### ENTRIES SHOWN
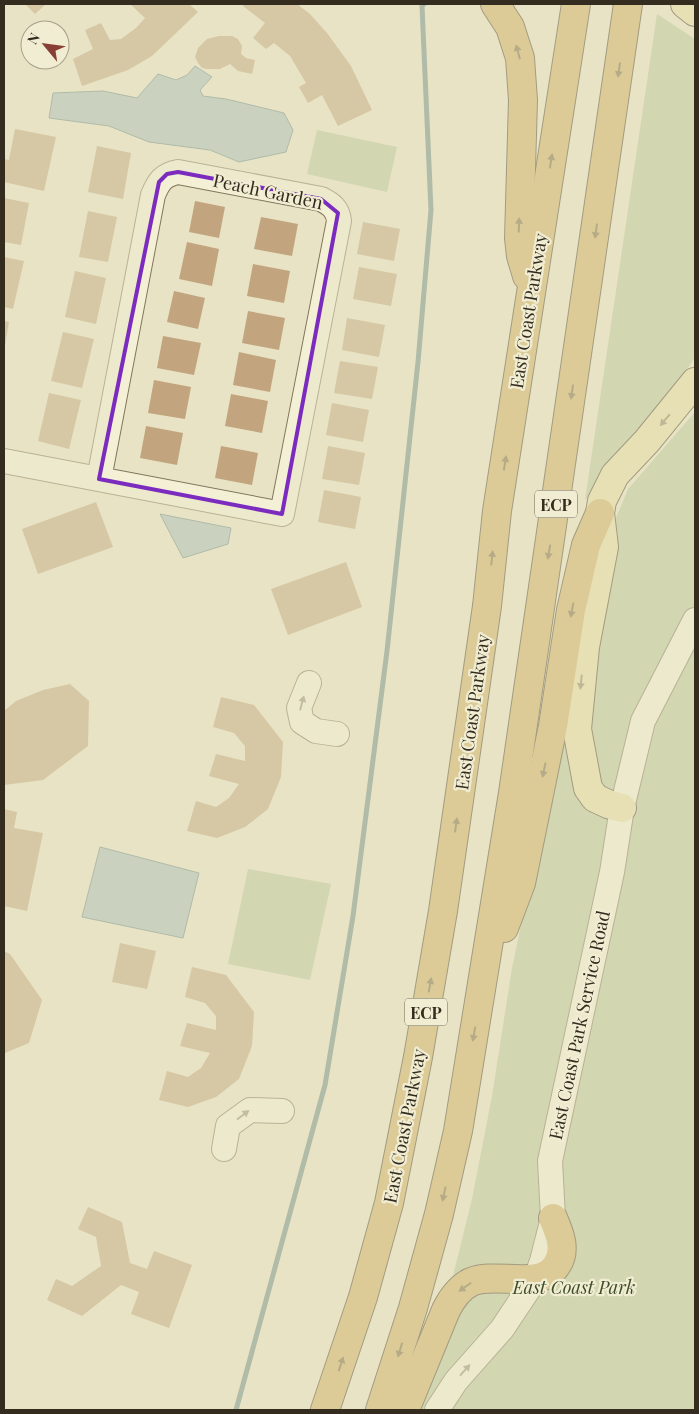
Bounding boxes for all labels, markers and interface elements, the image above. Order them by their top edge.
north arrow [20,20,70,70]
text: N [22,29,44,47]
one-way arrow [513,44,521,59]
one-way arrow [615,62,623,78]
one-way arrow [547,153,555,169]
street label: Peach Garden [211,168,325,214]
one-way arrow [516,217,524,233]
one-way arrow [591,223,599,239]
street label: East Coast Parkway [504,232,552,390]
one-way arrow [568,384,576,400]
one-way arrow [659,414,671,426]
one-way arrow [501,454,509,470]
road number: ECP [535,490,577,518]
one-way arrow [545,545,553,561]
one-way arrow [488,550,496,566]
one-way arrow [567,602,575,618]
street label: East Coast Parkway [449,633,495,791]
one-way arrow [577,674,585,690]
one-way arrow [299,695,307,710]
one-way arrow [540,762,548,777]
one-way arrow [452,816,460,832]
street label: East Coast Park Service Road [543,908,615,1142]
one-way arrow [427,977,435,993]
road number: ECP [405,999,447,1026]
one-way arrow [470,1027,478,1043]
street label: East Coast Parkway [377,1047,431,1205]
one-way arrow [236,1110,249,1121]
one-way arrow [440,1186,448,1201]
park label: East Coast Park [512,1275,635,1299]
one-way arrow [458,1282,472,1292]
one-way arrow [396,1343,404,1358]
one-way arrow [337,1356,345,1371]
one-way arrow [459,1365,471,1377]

### ABOUT THIS EXERCISE
Omit each image and transcribe the remaining records word for word.

### SOLUTION FOR THIS EXERCISE
Bounding boxes for all labels, markers and interface elements, the image above. Order them by their top edge.
north arrow [20,20,70,70]
text: N [22,29,44,47]
one-way arrow [513,44,521,59]
one-way arrow [615,62,623,78]
one-way arrow [547,153,555,169]
street label: Peach Garden [211,168,325,214]
one-way arrow [516,217,524,233]
one-way arrow [591,223,599,239]
street label: East Coast Parkway [504,232,552,390]
one-way arrow [568,384,576,400]
one-way arrow [659,414,671,426]
one-way arrow [501,454,509,470]
road number: ECP [535,490,577,518]
one-way arrow [545,545,553,561]
one-way arrow [488,550,496,566]
one-way arrow [567,602,575,618]
street label: East Coast Parkway [449,633,495,791]
one-way arrow [577,674,585,690]
one-way arrow [299,695,307,710]
one-way arrow [540,762,548,777]
one-way arrow [452,816,460,832]
street label: East Coast Park Service Road [543,908,615,1142]
one-way arrow [427,977,435,993]
road number: ECP [405,999,447,1026]
one-way arrow [470,1027,478,1043]
street label: East Coast Parkway [377,1047,431,1205]
one-way arrow [236,1110,249,1121]
one-way arrow [440,1186,448,1201]
park label: East Coast Park [512,1275,635,1299]
one-way arrow [458,1282,472,1292]
one-way arrow [396,1343,404,1358]
one-way arrow [337,1356,345,1371]
one-way arrow [459,1365,471,1377]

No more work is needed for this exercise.